BEGIN

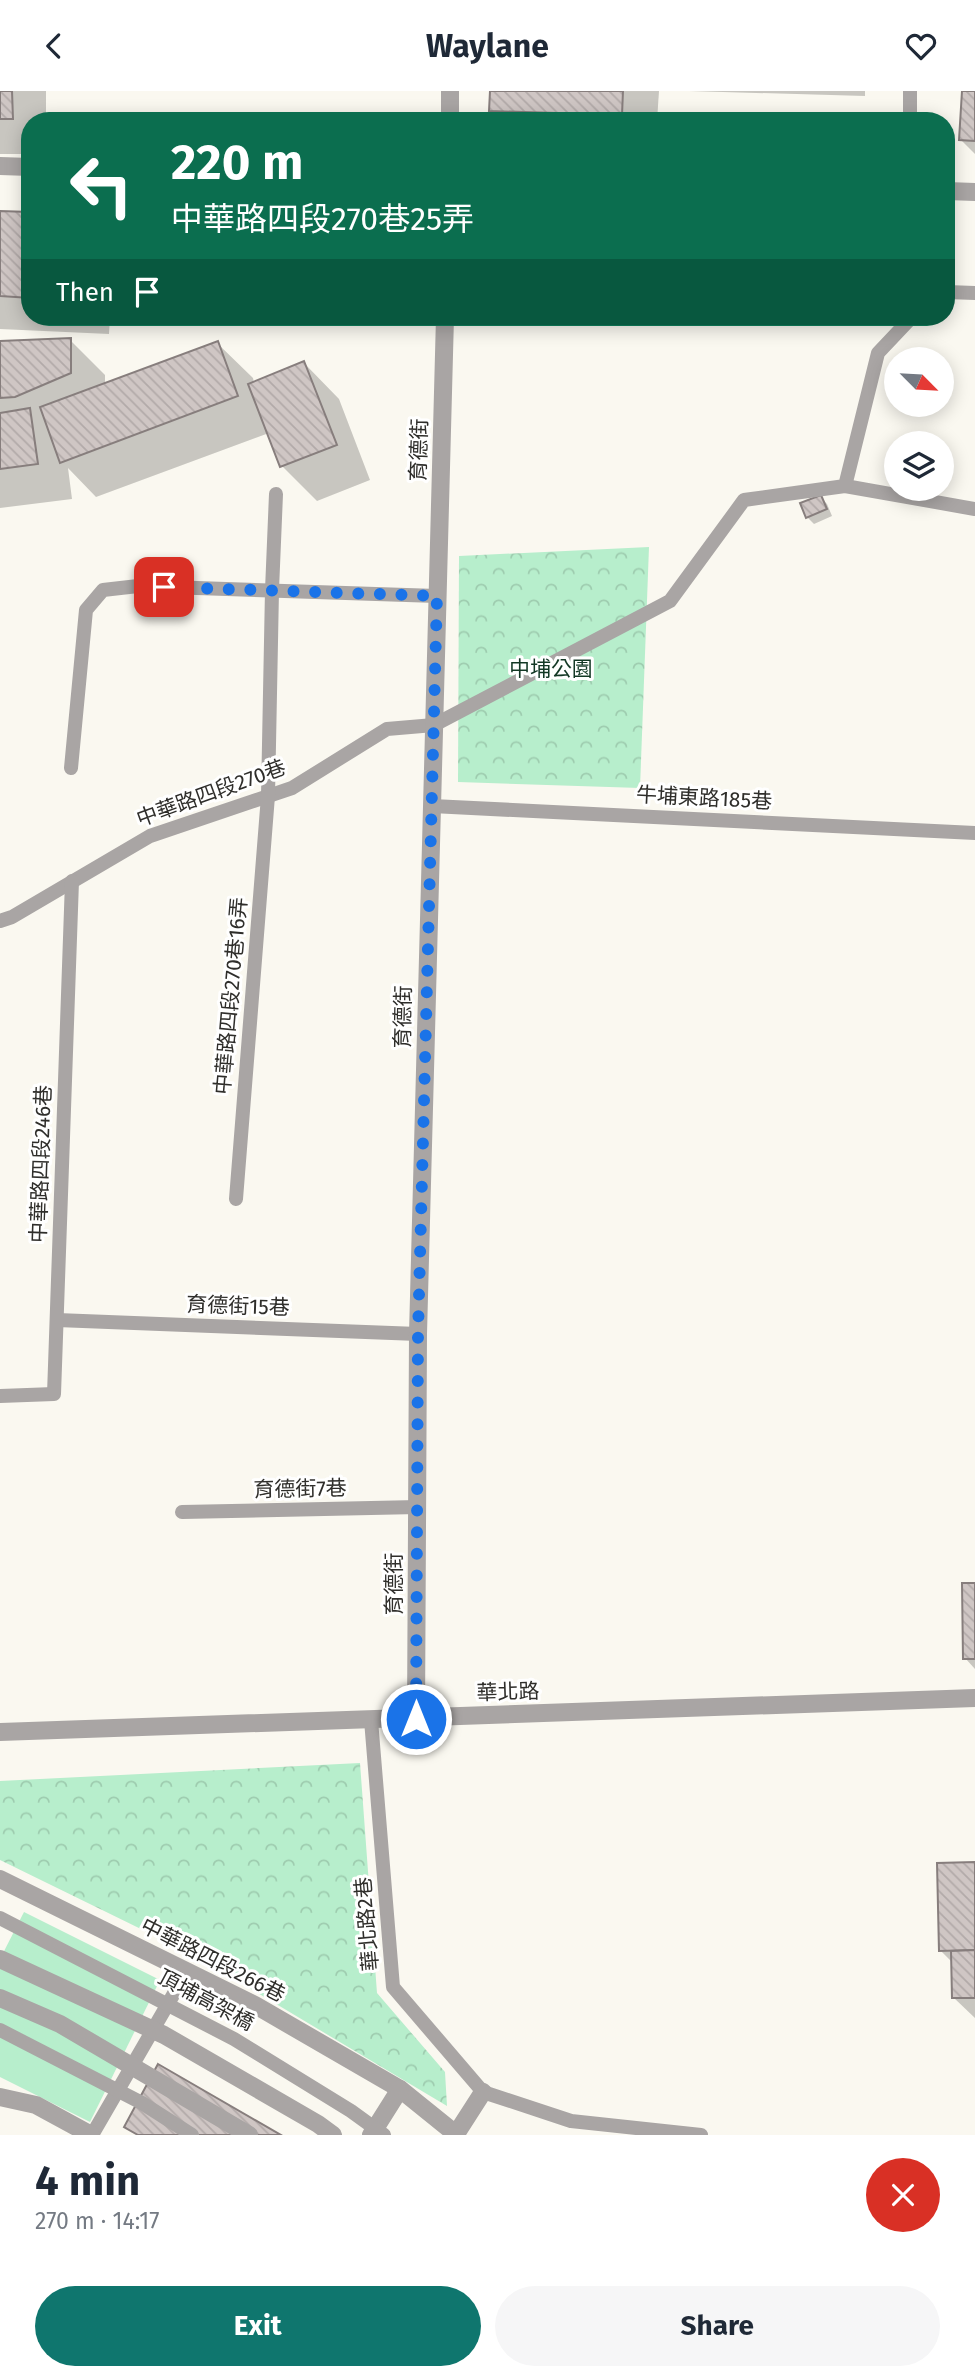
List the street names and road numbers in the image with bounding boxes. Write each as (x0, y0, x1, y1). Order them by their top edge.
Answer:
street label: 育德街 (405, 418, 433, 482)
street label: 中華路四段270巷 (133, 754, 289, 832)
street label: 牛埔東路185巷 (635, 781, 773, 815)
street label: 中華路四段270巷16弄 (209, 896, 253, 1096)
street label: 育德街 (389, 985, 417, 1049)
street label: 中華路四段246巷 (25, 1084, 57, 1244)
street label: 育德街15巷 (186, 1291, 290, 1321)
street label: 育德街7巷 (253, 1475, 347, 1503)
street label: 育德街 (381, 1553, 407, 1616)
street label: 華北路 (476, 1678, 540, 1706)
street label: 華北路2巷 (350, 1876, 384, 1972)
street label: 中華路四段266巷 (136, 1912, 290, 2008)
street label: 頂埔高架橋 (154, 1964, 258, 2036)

END
BEGIN

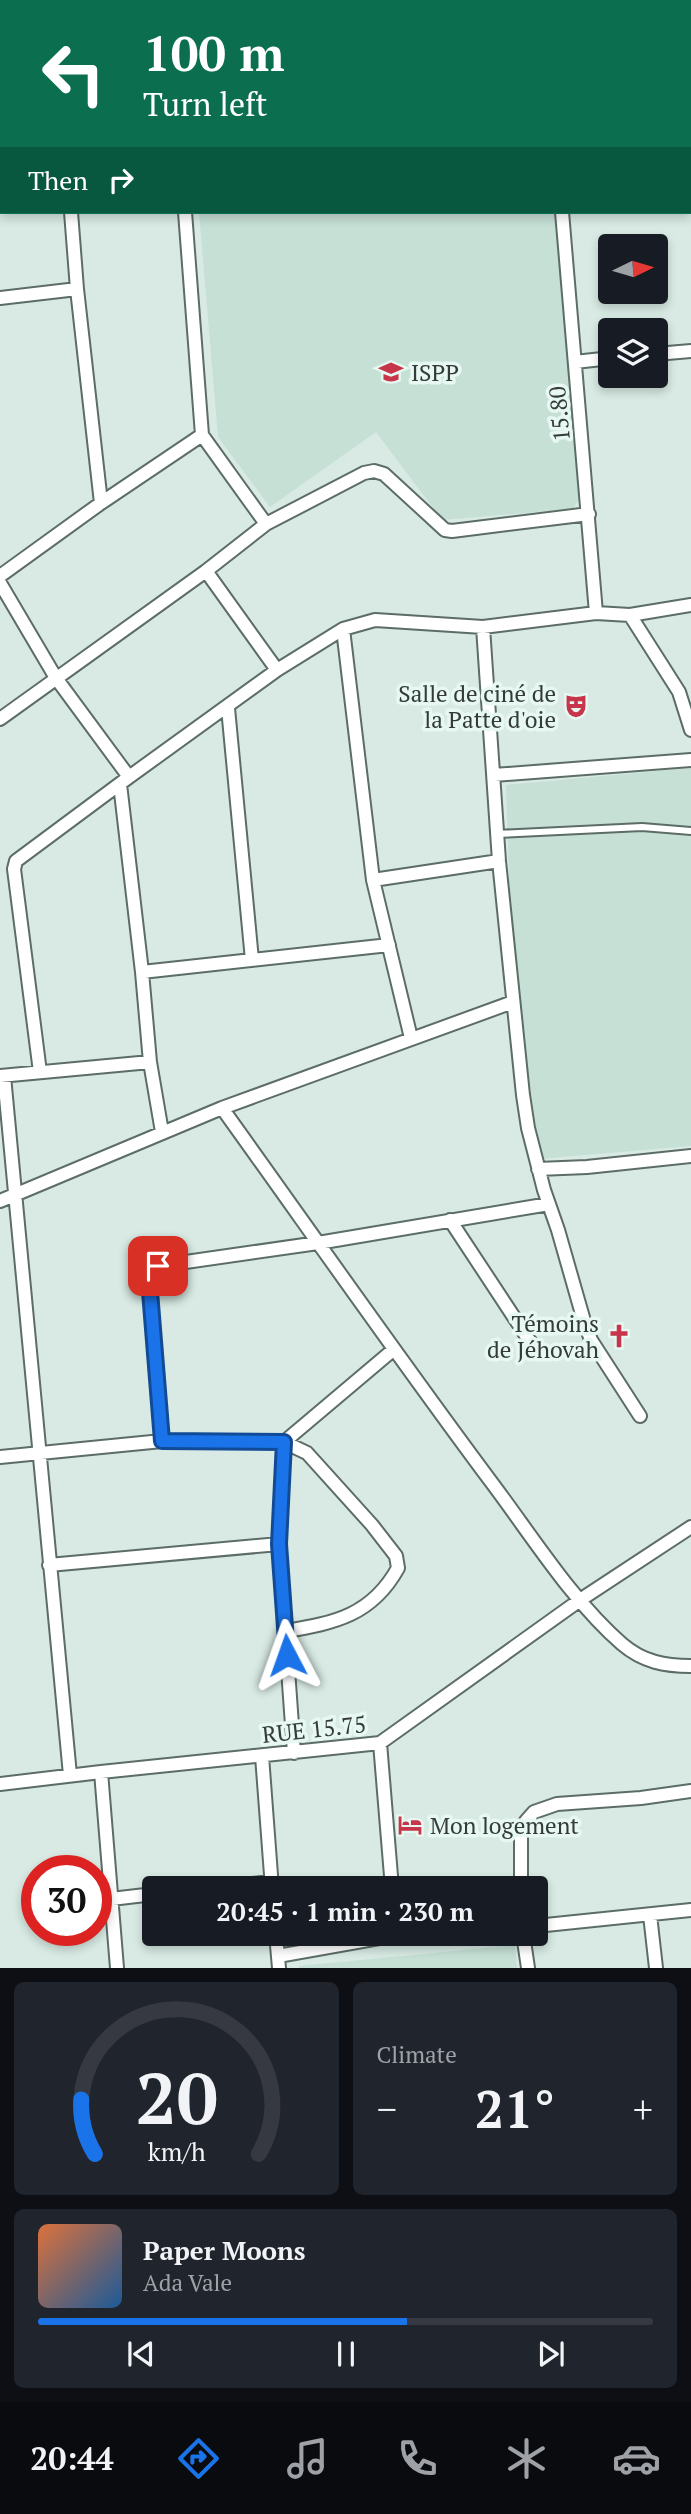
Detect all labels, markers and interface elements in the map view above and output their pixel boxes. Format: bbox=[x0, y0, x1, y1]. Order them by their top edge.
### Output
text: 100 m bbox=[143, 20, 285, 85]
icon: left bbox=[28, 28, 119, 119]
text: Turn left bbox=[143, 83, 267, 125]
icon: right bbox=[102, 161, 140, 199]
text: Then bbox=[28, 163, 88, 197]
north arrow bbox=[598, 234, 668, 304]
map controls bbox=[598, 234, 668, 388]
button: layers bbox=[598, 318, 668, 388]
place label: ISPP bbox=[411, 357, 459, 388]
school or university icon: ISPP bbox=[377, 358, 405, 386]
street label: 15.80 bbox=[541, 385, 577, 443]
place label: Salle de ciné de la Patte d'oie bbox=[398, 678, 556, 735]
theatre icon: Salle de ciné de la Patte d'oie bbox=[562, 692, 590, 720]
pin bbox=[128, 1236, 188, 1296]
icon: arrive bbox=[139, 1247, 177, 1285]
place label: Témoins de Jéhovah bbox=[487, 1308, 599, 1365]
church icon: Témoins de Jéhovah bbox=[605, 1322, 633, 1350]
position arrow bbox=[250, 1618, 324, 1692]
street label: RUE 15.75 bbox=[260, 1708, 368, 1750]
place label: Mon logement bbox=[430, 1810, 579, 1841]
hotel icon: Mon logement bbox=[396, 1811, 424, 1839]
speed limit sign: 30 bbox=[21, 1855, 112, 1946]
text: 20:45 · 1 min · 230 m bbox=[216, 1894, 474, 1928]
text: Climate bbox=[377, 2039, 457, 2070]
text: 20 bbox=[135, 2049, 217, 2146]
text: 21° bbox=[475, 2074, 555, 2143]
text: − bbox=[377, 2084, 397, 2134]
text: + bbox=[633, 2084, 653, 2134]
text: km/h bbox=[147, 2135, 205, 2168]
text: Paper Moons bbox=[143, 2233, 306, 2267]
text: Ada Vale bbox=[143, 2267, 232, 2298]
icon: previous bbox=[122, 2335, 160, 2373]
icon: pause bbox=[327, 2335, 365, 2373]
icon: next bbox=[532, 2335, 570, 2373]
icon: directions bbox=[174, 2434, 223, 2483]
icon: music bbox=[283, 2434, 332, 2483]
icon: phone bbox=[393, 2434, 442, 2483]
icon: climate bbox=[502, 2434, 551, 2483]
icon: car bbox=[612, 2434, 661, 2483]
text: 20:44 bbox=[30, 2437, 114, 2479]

END
BEGIN

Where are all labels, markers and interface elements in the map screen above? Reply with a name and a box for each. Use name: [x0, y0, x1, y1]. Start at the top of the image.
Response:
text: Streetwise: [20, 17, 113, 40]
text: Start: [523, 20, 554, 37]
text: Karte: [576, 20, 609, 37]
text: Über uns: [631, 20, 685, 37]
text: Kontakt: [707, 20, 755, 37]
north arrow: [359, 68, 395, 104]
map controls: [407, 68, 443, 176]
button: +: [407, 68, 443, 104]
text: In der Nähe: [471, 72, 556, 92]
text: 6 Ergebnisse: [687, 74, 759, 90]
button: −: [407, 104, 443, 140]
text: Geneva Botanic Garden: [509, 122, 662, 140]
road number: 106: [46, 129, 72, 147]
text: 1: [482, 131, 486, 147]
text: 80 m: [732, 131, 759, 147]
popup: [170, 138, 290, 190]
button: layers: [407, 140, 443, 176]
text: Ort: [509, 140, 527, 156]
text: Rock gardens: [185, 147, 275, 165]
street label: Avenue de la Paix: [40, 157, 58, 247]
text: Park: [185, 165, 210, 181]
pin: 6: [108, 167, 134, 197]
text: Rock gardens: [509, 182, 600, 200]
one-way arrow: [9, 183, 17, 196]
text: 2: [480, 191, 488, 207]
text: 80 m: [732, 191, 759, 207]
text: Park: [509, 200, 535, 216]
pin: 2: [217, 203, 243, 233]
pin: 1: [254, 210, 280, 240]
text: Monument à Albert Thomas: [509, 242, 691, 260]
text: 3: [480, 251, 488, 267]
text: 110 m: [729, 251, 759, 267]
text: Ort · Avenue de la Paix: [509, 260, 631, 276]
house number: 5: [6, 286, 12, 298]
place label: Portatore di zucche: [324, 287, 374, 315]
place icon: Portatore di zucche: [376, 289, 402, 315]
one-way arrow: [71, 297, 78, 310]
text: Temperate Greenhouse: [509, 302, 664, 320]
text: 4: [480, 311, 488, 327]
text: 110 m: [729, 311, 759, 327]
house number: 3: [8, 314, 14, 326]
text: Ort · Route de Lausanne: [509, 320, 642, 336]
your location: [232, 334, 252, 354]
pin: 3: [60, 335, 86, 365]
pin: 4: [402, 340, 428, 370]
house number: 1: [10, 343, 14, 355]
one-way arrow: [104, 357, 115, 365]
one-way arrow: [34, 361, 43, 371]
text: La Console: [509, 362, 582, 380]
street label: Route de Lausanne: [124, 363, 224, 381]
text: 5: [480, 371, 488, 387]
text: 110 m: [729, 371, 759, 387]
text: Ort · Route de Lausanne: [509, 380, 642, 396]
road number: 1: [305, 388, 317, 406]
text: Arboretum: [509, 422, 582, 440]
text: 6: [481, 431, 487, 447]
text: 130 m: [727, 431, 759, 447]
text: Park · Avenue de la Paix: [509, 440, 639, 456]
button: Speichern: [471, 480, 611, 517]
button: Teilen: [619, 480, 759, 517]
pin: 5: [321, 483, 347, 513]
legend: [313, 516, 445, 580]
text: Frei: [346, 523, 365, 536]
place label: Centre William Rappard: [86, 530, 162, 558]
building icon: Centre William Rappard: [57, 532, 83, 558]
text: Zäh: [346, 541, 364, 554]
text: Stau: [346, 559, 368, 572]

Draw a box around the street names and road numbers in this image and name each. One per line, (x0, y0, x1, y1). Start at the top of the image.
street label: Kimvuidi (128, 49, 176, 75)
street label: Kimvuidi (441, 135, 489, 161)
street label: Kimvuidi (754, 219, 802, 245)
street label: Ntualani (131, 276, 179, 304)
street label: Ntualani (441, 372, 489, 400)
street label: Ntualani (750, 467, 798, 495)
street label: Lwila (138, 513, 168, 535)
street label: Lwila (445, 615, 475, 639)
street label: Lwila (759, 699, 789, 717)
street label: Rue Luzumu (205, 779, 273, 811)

END

TASK DIRECTIONS:
Whenever a line includes the word "elements", pull it out of the entries.

EXERCISE OUTPUT:
Detect all labels, markers and interface elements in the map view above and output their pixel boxes. Format: bbox=[x0, y0, x1, y1]. Order them by their top edge.
Where are all labels, markers and interface elements in the map screen above? Reply with a name and a box for each. Use name: [x0, y0, x1, y1]. Start at the top of the image.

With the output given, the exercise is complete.